Liouville’s theorem states that every function $f: \mathbb{C} \to \mathbb{C}$ which is analytic everywhere and bounded is constant. I recently stumbled across the paper A Note on Liouville’s Theorem (A. Lenard, 1986), that proves Liouville’s theorem using only algebraic power series manipulation: no analysis techniques were used at all, no limits, derivatives, integrals involved. I was shocked this was even possible, but I couldn’t understand the paper. It took me a couple of (very discontinuous) days of work to grasp the cleverness of the proof; it’s really cool and I don’t want to put this understanding to waste, so here’s my attempt to present it in a more intuitive way with more details.

The proof

Our version of Liouville’s Theorem is as follows:

Theorem. If

$$f(z) = \sum_{n\geq 0} a_n z^n; \quad a_n \in \mathbb{C}$$

is a power series that converges everywhere in $\mathbb{C}$, and there exists $M > 0$ such that

$$\forall z \in \mathbb{C}, \enspace |f(z)| \leq M,$$

then $\forall n \in \mathbb{N} \setminus \{0\}, a_n = 0$. That is, $f$ is constant.
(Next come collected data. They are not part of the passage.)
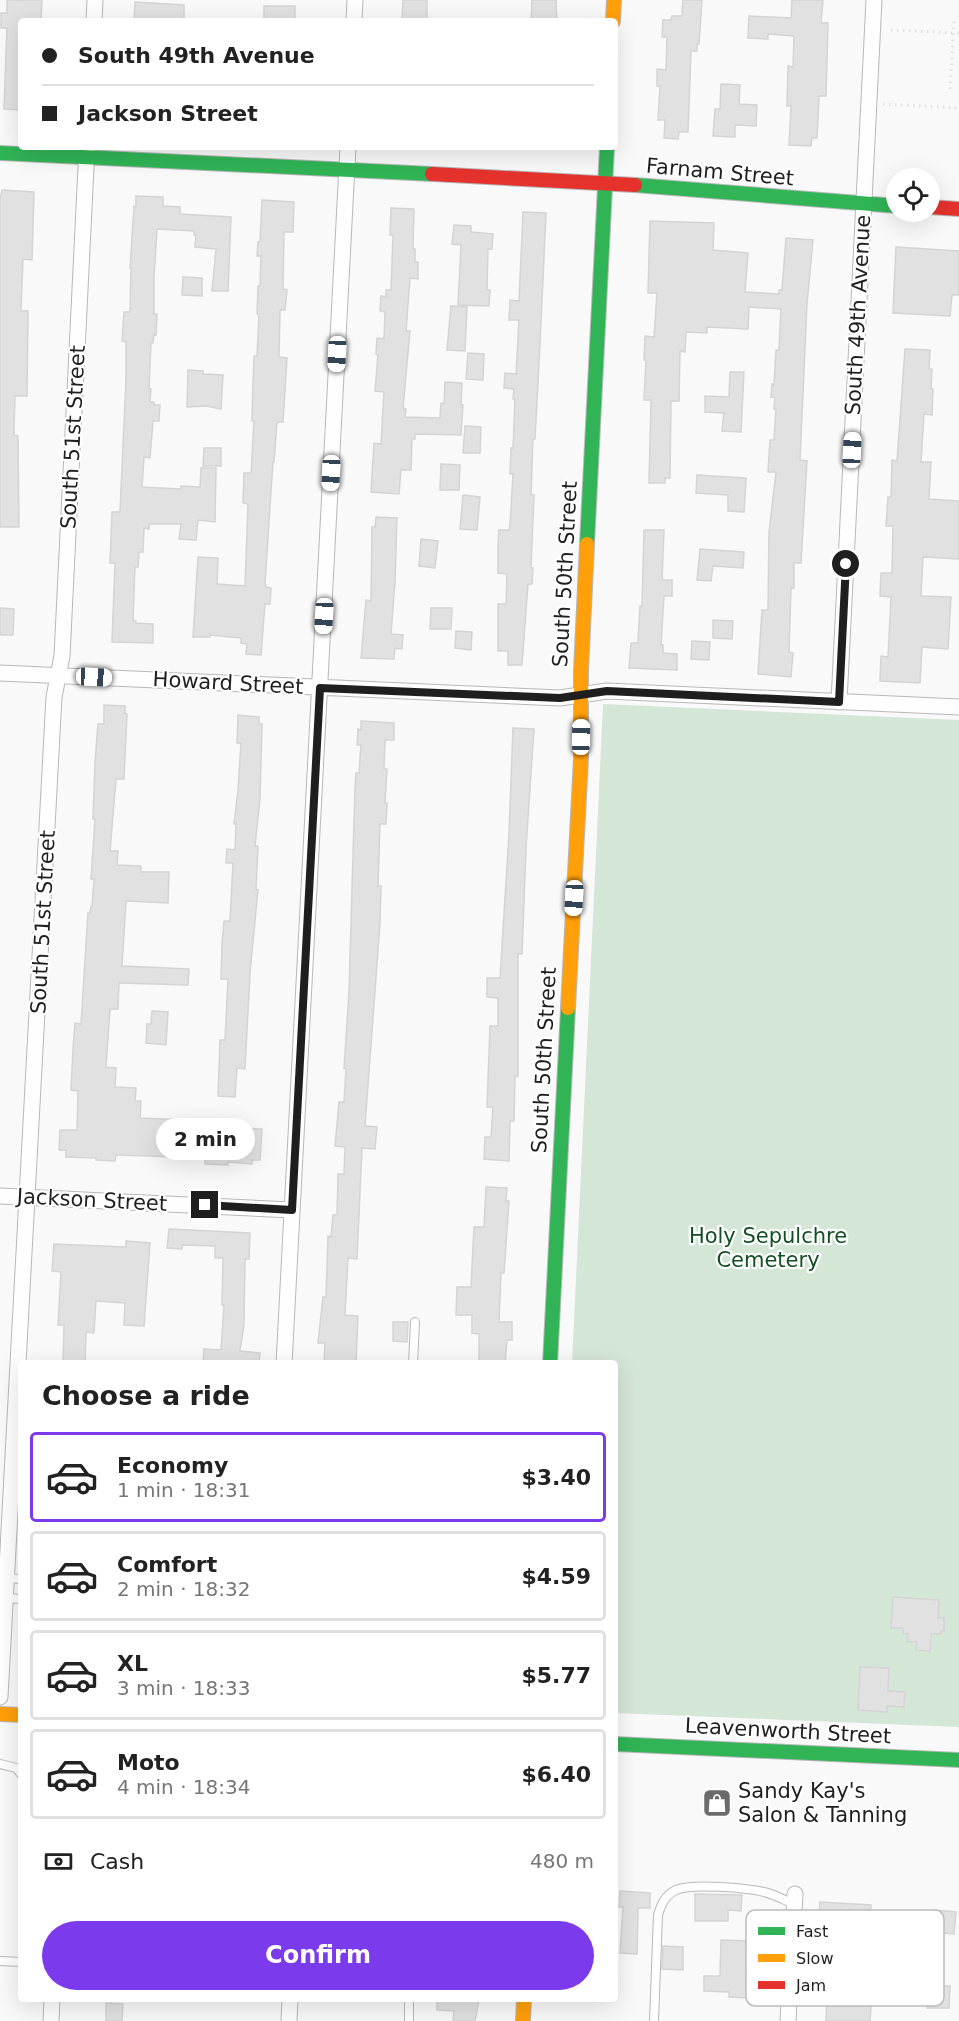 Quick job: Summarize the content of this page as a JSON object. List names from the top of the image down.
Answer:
{
  "streets": {
    "main road": ["Farnam Street", "South 50th Street", "Leavenworth Street"],
    "street": [
      "South 49th Avenue",
      "South 51st Street",
      "Howard Street",
      "Jackson Street"
    ]
  },
  "crossings": [
    ["Farnam Street", "South 49th Avenue"],
    ["Farnam Street", "South 51st Street"],
    ["Farnam Street", "South 50th Street"],
    ["South 49th Avenue", "Howard Street"],
    ["South 51st Street", "Howard Street"],
    ["South 51st Street", "Jackson Street"],
    ["South 50th Street", "Howard Street"]
  ],
  "parks": ["Holy Sepulchre Cemetery"],
  "places": {
    "shop": ["Sandy Kay's Salon & Tanning"]
  },
  "legend": ["Fast", "Slow", "Jam"],
  "page": {
    "banner": ["South 49th Avenue", "Jackson Street"],
    "bubble": "2 min",
    "heading": "Choose a ride",
    "list": [
      {
        "name": "Economy",
        "note": "1 min · 18:31",
        "value": "$3.40"
      },
      {
        "name": "Comfort",
        "note": "2 min · 18:32",
        "value": "$4.59"
      },
      {
        "name": "XL",
        "note": "3 min · 18:33",
        "value": "$5.77"
      },
      {
        "name": "Moto",
        "note": "4 min · 18:34",
        "value": "$6.40"
      }
    ],
    "pay": ["Cash", "480 m"],
    "buttons": "Confirm"
  }
}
Proof. For this proof, we want to show that $a_n = 0$ for all $n \geq 1$ (so $f(z) = a_0$ is only the constant term). We will achieve this by using $f$ to construct a specific absolute sum, which we will then bound to show that $f$ must be constant.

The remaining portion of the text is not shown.